Mrs. Murray mused a moment, then said:
“Did not Mrs. Vale’s lawyer--the only one who believed in her innocence--live in Boston? Perhaps she has gone to him.”
“Gardner, yes, there can scarcely be a doubt of it. I will follow and bring her back.”
He was turning hastily, when suddenly his mother’s hand fell on his coat-sleeve detainingly:
“Frank!”
It was his boyhood’s name. His dignified mother only called him that now in her tenderest moments. He looked back, and she said:
“Lawyer Gardner will take the best of care of the headstrong girl. Why not leave her where she is?”
“Mother!”
Unheeding his surprise, she went on:
“Believe me, it would be for the best. Frank, I have never felt well pleased with Italy’s being at The Lodge. I cannot tell you why, but ever since her coming I have been haunted by a subtle premonition that evil would result from her presence here. There is something not quite frank about her--a veiled something in her eyes that haunts and troubles me. She will bring us sorrow in some shape or form we do not foresee. Let her stay with Lawyer Gardner if she chooses. She is not dependent. Her mother left her a small income that will support her in comfort.”
There was a look in his blue-gray eyes she did not like nor understand.
“I am surprised at you, mother. The girl is our kinswoman; to Lawyer Gardner she is only the daughter of a woman who employed him to defend her against a charge of murder. She has no claim on him.”
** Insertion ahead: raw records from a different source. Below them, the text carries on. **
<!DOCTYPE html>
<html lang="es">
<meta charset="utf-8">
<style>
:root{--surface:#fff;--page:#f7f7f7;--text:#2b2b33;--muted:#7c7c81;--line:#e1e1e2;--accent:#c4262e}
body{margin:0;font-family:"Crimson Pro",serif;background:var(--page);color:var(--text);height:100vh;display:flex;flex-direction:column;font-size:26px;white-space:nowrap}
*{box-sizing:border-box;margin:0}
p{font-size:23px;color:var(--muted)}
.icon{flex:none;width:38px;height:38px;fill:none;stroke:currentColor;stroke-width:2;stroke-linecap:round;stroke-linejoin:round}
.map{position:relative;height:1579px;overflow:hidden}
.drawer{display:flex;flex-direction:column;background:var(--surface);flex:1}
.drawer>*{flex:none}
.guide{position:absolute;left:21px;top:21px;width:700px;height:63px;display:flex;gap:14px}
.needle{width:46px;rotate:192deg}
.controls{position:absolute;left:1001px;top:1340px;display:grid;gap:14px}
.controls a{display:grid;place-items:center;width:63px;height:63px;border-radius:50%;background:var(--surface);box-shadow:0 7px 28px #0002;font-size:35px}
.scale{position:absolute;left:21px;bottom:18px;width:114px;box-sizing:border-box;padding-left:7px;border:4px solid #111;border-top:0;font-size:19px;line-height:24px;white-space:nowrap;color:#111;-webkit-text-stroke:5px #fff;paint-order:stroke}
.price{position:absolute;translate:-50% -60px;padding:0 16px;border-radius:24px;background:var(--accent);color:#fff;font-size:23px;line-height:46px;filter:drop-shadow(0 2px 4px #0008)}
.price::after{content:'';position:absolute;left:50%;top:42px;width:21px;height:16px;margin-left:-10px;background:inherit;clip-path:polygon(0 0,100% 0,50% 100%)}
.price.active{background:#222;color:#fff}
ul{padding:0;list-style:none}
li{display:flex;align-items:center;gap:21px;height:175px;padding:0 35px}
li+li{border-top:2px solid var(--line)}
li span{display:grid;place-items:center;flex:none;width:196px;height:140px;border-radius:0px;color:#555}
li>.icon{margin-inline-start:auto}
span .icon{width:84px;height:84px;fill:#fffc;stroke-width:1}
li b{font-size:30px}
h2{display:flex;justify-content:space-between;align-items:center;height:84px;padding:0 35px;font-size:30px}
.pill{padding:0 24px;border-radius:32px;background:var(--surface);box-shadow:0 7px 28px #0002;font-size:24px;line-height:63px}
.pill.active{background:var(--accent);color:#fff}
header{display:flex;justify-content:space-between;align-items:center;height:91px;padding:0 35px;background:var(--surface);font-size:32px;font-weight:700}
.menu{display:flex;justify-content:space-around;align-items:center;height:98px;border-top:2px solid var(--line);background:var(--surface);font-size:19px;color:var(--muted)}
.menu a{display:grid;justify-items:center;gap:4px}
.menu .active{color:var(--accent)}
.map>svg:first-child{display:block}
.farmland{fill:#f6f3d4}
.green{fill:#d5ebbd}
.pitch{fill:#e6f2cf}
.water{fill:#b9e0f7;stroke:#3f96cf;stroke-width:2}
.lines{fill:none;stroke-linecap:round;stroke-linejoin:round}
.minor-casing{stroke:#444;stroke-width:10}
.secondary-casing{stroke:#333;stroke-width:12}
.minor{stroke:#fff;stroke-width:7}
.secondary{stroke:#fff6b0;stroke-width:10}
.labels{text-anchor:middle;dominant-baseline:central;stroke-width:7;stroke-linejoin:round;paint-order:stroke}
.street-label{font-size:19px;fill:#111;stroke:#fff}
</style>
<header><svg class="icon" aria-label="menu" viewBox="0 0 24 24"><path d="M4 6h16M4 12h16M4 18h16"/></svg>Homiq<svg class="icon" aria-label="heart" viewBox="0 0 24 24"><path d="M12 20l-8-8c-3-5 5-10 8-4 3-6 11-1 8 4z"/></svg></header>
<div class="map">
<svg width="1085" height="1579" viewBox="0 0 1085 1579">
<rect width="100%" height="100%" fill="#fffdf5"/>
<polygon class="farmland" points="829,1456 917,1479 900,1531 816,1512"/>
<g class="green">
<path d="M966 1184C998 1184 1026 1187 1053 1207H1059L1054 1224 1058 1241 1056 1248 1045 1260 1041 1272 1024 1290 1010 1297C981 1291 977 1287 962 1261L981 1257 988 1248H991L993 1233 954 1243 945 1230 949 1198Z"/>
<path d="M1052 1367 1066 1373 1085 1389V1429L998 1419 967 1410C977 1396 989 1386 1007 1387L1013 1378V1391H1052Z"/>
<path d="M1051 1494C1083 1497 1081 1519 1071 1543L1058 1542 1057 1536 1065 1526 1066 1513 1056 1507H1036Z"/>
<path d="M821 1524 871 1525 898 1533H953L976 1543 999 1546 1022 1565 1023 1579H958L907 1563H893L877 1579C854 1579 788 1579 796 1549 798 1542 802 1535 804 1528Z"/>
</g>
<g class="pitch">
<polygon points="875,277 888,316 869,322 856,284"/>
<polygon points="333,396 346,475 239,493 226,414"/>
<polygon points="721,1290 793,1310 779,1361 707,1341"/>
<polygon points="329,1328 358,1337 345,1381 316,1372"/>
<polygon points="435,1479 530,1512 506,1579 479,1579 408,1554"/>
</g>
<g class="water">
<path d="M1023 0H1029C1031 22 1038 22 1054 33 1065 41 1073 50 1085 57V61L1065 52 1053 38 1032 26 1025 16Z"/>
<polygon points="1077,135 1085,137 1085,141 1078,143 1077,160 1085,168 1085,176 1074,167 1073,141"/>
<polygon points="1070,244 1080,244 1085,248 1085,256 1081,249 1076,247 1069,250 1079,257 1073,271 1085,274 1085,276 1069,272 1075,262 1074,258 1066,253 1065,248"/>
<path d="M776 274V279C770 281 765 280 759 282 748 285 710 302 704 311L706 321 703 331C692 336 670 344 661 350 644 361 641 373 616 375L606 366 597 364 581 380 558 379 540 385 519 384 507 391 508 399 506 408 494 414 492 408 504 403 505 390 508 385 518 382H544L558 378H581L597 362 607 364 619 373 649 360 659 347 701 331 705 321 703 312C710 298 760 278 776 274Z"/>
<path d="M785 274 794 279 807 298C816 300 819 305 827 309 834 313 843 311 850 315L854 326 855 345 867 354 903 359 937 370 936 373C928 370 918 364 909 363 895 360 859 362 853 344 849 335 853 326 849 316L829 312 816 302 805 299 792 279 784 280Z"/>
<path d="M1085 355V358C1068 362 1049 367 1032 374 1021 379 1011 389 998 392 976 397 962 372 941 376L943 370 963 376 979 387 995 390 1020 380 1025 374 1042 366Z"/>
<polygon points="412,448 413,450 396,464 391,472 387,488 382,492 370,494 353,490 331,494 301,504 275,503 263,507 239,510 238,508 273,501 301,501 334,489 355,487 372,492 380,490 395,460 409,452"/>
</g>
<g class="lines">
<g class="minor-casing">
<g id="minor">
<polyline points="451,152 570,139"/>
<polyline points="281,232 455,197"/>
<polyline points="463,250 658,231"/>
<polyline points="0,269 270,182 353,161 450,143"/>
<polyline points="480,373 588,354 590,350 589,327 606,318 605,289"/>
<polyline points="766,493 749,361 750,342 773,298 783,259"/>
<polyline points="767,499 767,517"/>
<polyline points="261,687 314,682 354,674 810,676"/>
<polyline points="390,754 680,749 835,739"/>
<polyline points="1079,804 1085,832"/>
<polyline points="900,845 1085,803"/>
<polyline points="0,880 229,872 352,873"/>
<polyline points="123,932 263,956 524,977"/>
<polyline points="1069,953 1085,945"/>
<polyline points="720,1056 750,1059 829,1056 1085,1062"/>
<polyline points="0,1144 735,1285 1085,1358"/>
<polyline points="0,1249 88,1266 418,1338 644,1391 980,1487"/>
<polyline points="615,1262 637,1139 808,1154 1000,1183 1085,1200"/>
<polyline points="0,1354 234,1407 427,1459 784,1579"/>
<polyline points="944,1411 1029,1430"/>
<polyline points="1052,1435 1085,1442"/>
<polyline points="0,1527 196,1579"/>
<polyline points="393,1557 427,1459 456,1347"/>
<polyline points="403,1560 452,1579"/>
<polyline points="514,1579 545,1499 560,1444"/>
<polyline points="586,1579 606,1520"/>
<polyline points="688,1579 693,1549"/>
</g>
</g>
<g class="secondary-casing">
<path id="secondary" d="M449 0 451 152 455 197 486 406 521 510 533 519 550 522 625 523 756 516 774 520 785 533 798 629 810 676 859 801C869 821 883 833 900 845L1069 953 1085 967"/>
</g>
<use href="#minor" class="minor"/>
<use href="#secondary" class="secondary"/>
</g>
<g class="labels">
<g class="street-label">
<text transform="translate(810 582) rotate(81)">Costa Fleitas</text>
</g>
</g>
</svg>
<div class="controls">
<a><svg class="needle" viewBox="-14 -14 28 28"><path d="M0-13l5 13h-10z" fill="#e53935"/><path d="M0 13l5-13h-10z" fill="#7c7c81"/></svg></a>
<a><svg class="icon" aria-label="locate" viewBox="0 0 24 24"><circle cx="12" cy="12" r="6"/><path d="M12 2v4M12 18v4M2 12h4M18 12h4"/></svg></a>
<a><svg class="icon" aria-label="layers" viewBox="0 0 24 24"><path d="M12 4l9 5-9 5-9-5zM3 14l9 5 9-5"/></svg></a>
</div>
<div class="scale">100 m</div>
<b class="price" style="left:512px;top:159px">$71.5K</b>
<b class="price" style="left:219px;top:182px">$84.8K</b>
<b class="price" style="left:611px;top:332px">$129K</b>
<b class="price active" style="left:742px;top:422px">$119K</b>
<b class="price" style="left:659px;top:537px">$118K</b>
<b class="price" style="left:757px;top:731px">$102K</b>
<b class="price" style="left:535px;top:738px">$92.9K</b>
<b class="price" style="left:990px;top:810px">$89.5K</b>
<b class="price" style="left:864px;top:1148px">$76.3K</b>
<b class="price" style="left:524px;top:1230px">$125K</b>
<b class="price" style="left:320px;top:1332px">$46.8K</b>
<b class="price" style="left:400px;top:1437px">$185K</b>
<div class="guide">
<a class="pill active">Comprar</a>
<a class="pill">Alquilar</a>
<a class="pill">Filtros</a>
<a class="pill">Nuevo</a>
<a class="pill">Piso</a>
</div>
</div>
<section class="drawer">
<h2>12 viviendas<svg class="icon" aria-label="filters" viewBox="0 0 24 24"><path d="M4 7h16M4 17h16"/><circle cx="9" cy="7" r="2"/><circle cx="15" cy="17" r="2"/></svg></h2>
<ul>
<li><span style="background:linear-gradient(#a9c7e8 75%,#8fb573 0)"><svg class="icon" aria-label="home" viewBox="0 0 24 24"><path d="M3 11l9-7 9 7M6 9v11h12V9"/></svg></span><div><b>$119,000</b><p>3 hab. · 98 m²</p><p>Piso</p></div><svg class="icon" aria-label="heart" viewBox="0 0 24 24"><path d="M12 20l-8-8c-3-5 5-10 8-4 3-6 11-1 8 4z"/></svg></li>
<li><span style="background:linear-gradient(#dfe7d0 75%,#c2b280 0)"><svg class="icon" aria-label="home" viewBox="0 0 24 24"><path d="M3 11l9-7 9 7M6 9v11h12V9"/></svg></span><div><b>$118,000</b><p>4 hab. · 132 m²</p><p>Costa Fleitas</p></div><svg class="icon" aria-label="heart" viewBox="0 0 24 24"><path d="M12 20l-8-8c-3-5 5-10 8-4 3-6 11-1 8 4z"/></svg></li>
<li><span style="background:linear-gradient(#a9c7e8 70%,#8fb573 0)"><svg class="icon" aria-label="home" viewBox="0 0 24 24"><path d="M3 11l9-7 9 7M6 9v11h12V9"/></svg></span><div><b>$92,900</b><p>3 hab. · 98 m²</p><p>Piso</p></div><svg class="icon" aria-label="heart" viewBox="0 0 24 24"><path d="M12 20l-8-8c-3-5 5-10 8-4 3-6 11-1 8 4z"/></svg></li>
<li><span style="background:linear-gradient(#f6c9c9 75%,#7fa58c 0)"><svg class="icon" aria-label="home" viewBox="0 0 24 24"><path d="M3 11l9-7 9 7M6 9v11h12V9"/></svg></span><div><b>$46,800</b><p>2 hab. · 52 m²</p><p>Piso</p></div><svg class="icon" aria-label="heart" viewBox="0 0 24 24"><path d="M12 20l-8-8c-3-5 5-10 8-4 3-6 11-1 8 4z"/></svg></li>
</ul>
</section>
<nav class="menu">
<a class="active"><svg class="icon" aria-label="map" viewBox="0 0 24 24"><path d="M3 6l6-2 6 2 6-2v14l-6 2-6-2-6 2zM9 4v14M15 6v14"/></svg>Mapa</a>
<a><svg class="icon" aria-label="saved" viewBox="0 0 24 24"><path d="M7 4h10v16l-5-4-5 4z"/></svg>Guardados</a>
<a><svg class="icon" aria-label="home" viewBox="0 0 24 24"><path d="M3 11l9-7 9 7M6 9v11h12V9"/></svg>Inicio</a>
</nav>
“Nor on us,” she ventured feebly.
“Mother, you are unjust. She came to us, she claimed our protection in her orphanage, remember. And she is Ronald Vale’s daughter. Had she been a son, this noble inheritance would never have come to me. We have been cold and unsympathetic to her, both of us. By harsh words to-day I drove her from The Lodge. I shall follow and bring her back at once to a kinder home.”